À l'épreuve de la possession : chronique d'une innovation rituelle dans le Vietnam contemporain

Recension rédigée par Jean Nemo


« Avant d’être un livre, cet ouvrage a eu une première vie, celle d’une thèse… ». Telle est l’annonce de l’auteur dans ses « remerciements ». Lequel, auteur, dont la bibliographie est encore courte, anime à l’EHESS des séminaires à propos des questions religieuses au Vietnam, moderne et de nos jours. On précisera pour le lecteur, « généraliste » mais intéressé, que cet ouvrage ne se trouve évidemment pas dans les kiosques de gare ni dans les librairies de quartier. Il lui faudra consulter des librairies plus universitaires et spécialisées. En outre, il lui faudra se familiariser avec un certain nombre de vocables vietnamiens car la riche bibliographie qui accompagne l’ouvrage en cite de nombreux livres ou articles écrits dans cette langue.

L’auteur se qualifie d’ethnographe, ici et là dans l’ouvrage. Comme tel, son récit est celui d’un témoin attentif aux démarches de familles à la recherche de tombes ou des restes de parents disparus notamment au combat. « Corps égarés », comme le dit le titre du premier des six chapitres de l’ouvrage. Attentif au point d’accompagner personnellement ces familles et leurs modalités de mise en œuvre de la possession qui leur permettra de retrouver la tombe et de s’assurer que son contenu est bien celui du parent recherché.

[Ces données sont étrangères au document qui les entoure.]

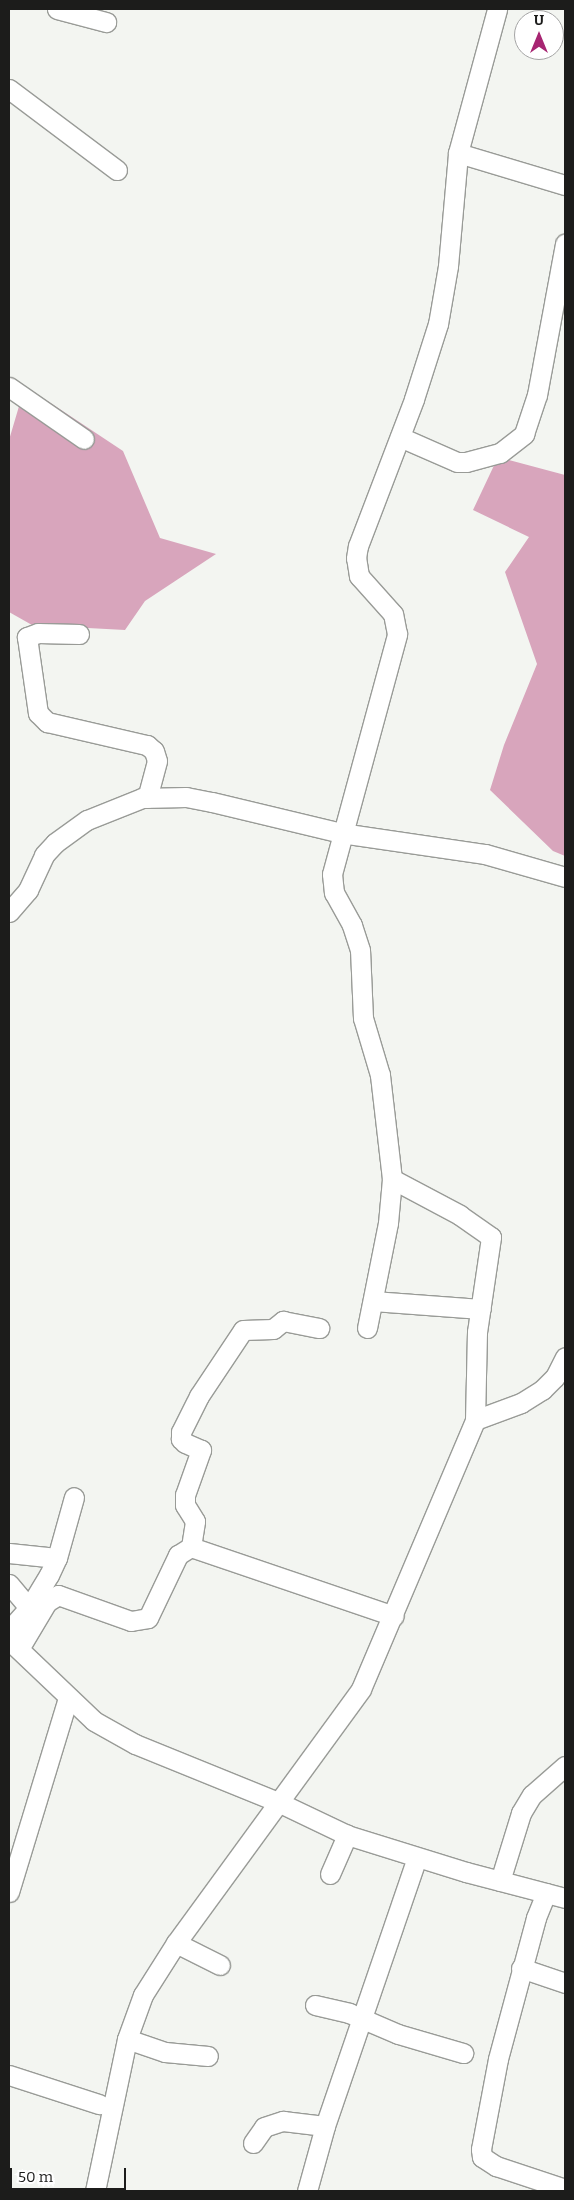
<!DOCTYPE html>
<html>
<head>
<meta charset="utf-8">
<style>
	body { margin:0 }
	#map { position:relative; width:574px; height:2200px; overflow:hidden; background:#f3f5f1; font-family:Bitter,serif }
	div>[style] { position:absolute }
	.forest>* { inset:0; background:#d8a5bc }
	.roads { filter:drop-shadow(1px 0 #999b97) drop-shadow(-1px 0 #999b97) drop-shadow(0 1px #999b97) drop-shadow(0 -1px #999b97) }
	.minor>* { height:19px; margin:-9.5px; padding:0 9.5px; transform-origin:9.5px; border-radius:9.5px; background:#fff }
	span { translate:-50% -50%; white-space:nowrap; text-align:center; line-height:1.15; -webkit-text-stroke:4px #fff; paint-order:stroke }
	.frame { position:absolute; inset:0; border:10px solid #1c1c1b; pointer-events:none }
	.north { position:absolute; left:514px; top:10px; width:50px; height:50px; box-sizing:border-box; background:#fff; border:1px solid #a4a4a4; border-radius:50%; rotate:0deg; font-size:14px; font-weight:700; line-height:20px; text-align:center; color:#1c1c1b }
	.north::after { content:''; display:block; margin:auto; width:18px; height:22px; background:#a72572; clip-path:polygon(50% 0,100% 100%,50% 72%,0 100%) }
	.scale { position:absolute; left:10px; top:2168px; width:116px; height:22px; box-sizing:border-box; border:2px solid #1c1c1b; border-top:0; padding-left:6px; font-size:15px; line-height:18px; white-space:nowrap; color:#1c1c1b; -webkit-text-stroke:4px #fff; paint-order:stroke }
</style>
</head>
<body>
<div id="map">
	<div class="forest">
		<div style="clip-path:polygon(25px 386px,123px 451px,160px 538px,216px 554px,145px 601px,125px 630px,32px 625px,9px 612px,9px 440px)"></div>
		<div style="clip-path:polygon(498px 457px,565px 475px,565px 856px,553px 851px,490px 790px,504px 745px,537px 664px,505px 572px,529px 537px,473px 510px)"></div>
	</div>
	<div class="roads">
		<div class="minor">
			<div style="left:57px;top:9px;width:51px;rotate:14.9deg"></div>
			<div style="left:9px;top:89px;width:135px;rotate:36.9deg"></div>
			<div style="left:458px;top:153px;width:112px;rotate:16.7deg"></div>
			<div style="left:9px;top:387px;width:91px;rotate:34.7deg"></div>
			<div style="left:400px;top:437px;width:62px;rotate:23.7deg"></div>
			<div style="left:457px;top:462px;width:9px"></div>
			<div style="left:466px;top:462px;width:35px;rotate:-15deg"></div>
			<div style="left:500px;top:453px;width:31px;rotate:-38deg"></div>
			<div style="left:524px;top:434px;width:41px;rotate:-71.6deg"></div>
			<div style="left:537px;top:395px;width:154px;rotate:-79.5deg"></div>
			<div style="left:79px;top:634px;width:41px;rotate:-178.6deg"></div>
			<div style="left:38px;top:633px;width:12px;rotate:160deg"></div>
			<div style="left:27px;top:637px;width:77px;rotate:81.8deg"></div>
			<div style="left:38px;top:713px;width:13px;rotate:45deg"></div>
			<div style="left:47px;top:722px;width:103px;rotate:13deg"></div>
			<div style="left:147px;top:745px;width:9px;rotate:41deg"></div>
			<div style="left:154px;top:751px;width:10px;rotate:73deg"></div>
			<div style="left:157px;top:761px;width:38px;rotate:105deg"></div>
			<div style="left:9px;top:912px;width:29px;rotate:-49deg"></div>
			<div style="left:28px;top:890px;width:38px;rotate:-65deg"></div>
			<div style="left:44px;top:855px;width:16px;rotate:-47deg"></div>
			<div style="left:55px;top:843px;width:39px;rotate:-36deg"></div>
			<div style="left:87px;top:820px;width:59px;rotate:-21.8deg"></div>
			<div style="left:142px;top:798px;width:44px;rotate:-1.3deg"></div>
			<div style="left:186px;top:797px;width:26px;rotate:11deg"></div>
			<div style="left:212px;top:802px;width:133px;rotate:13.5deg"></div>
			<div style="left:341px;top:833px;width:146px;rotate:8.3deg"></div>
			<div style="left:485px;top:854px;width:83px;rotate:16deg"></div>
			<div style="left:373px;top:1301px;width:108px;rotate:4.2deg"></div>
			<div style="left:367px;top:1328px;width:107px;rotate:-78.7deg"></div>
			<div style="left:388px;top:1223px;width:44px;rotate:-84.8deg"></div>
			<div style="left:475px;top:1420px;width:49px;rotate:-20.3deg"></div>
			<div style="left:521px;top:1403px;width:25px;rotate:-32deg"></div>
			<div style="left:542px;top:1390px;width:18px;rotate:-45deg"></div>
			<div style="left:555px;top:1377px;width:22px;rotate:-63deg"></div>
			<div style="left:191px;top:1547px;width:26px;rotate:-81deg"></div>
			<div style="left:195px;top:1521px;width:19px;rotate:-122deg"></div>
			<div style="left:185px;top:1505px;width:10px;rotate:-90deg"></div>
			<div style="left:185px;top:1495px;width:48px;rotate:-70.4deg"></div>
			<div style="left:201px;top:1450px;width:17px;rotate:-156deg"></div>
			<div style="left:185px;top:1443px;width:6px;rotate:-135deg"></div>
			<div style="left:181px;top:1439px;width:7px;rotate:-90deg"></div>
			<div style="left:181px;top:1432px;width:40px;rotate:-63.4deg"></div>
			<div style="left:199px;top:1396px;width:79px;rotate:-56.3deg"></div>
			<div style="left:243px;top:1330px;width:30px;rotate:-2deg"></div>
			<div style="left:273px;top:1329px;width:13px;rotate:-39deg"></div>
			<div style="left:283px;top:1321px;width:37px;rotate:11deg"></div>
			<div style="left:9px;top:1553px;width:48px;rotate:5.9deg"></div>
			<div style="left:9px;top:1584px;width:31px;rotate:50deg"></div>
			<div style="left:9px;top:1630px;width:30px;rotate:-48deg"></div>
			<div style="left:29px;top:1608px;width:39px;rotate:-59deg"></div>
			<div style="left:49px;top:1575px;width:19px;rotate:-65deg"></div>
			<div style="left:57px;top:1558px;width:63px;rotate:-74.4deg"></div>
			<div style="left:9px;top:1640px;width:117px;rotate:43.6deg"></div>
			<div style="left:94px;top:1721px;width:47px;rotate:29.3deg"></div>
			<div style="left:135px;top:1744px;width:157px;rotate:22.1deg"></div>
			<div style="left:280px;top:1803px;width:74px;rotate:25.5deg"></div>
			<div style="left:347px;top:1835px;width:125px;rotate:17.3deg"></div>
			<div style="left:466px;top:1872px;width:102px;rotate:14.7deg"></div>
			<div style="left:19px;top:1649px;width:55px;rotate:-59.2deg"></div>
			<div style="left:47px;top:1602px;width:13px;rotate:-32deg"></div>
			<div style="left:58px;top:1595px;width:77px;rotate:19.6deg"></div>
			<div style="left:131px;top:1621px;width:17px;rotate:-10deg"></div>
			<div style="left:148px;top:1618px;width:70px;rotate:-64.5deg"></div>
			<div style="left:178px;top:1555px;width:15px;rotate:-32deg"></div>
			<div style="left:191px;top:1547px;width:214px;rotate:18.8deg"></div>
			<div style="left:330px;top:1874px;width:43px;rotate:-66.4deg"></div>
			<div style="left:500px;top:1881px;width:71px;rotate:-72.8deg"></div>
			<div style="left:521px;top:1813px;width:21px;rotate:-59deg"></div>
			<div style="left:532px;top:1795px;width:44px;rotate:-41.3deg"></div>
			<div style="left:9px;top:1892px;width:203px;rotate:-73.1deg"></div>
			<div style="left:546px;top:1893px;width:27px;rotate:112deg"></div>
			<div style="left:536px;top:1918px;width:146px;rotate:105.1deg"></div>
			<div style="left:498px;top:2059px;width:92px;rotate:100.7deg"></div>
			<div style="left:481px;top:2149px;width:8px;rotate:83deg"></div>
			<div style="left:482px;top:2157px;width:17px;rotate:33deg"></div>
			<div style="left:496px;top:2166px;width:73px;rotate:18.4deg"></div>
			<div style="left:176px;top:1943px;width:49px;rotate:26.6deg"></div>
			<div style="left:521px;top:1968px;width:46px;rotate:18.8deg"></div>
			<div style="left:315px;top:2005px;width:35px;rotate:13deg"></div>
			<div style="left:349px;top:2013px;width:53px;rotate:23.2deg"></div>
			<div style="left:398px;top:2034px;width:68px;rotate:16.3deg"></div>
			<div style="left:127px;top:2039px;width:40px;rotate:18.9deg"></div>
			<div style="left:165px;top:2052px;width:43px;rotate:5.3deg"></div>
			<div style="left:9px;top:2075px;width:95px;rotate:17.9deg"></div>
			<div style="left:253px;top:2143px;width:19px;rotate:-55deg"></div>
			<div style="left:264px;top:2127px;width:20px;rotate:-18deg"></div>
			<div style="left:283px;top:2121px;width:42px;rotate:6.8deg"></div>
			<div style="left:95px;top:2191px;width:155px;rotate:-78.1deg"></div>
			<div style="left:127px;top:2039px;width:47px;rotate:-70deg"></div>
			<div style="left:143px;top:1995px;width:62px;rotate:-57.6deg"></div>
			<div style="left:176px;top:1943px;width:314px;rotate:-53.9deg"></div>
			<div style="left:361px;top:1689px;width:292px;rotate:-67deg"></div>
			<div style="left:475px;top:1420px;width:88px;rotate:-88.7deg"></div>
			<div style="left:477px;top:1332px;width:96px;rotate:-81.6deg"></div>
			<div style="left:491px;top:1237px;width:38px;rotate:-145deg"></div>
			<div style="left:460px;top:1215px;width:77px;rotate:-152.1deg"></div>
			<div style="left:392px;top:1179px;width:105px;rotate:-96.6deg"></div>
			<div style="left:380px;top:1075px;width:59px;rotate:-106.6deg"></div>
			<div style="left:363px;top:1018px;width:68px;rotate:-92.5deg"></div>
			<div style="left:360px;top:950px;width:26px;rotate:-108deg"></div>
			<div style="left:352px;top:925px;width:37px;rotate:-119deg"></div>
			<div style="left:334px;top:893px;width:19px;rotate:-96deg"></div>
			<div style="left:332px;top:874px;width:249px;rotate:-74.8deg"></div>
			<div style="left:397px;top:634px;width:20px;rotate:-101deg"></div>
			<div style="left:393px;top:614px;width:51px;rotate:-131.8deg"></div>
			<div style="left:359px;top:576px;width:18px;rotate:-99deg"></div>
			<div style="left:356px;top:558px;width:12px;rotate:-81deg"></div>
			<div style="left:358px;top:546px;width:157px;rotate:-69.1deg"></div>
			<div style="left:414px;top:399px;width:79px;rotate:-72.3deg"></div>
			<div style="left:438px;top:324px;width:59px;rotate:-80.2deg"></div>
			<div style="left:448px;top:266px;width:113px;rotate:-84.9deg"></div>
			<div style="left:458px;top:153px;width:149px;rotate:-74.8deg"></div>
			<div style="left:307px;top:2191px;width:67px;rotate:-74.5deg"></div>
			<div style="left:325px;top:2126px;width:283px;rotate:-71.1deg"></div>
		</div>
	</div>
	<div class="frame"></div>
	<div class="north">U</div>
	<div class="scale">50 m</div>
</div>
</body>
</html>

On ne rappellera pas ici que depuis près de trois quarts de siècle, les Vietnamiens ont payé de lourds tributs à une série de conflits entre eux, avec les Français puis les Américains, de temps à autres avec les Chinois, les Cambodgiens de Pol Pot…

Il est très surprenant qu’un régime “marxiste”, autoritaire, tolère des évocations par « morts interposés ». Mais l’auteur cite un Centre de recherche sur les potentiels humains à trois départements, celui des Bioénergies, celui de l’Informations et de la Prévision, celui enfin de la Parapsychologie, soit des « capacités spéciales »…Les fondateurs de ce centre sont tous des notabilités universitaires et militaires bien insérées dans l’État-Parti.

Suivent des chapitres destinés à retracer les modalités de détermination des personnes qui seront « possédées », des questions qu’elles devront poser aux disparus, la sortie de la possession…On ne peut ici rentrer dans le détail d’une thèse qui obéit aux lois du genre mais aussi retrace des témoignages de phénomènes vécus par le thésard, bon observateur ethnographe.

Dans sa conclusion, l’auteur rappelle « la violence inouïe des guerres qu’a traversées le Vietnam au XXe siècle [qui] a profondément bouleversé les relations entre les vivants et les morts ». Il rappelle également l’environnement psychosociologique de la société traditionnelle et du culte des ancêtres. Il resitue la possession, fruit de cet environnement traditionnel dans un ensemble plus vaste, celui des « hystériques » de Charcot, des possédées de Loudun, des apparitions de la Vierge en Bosnie-Herzégovine, en Italie, en France…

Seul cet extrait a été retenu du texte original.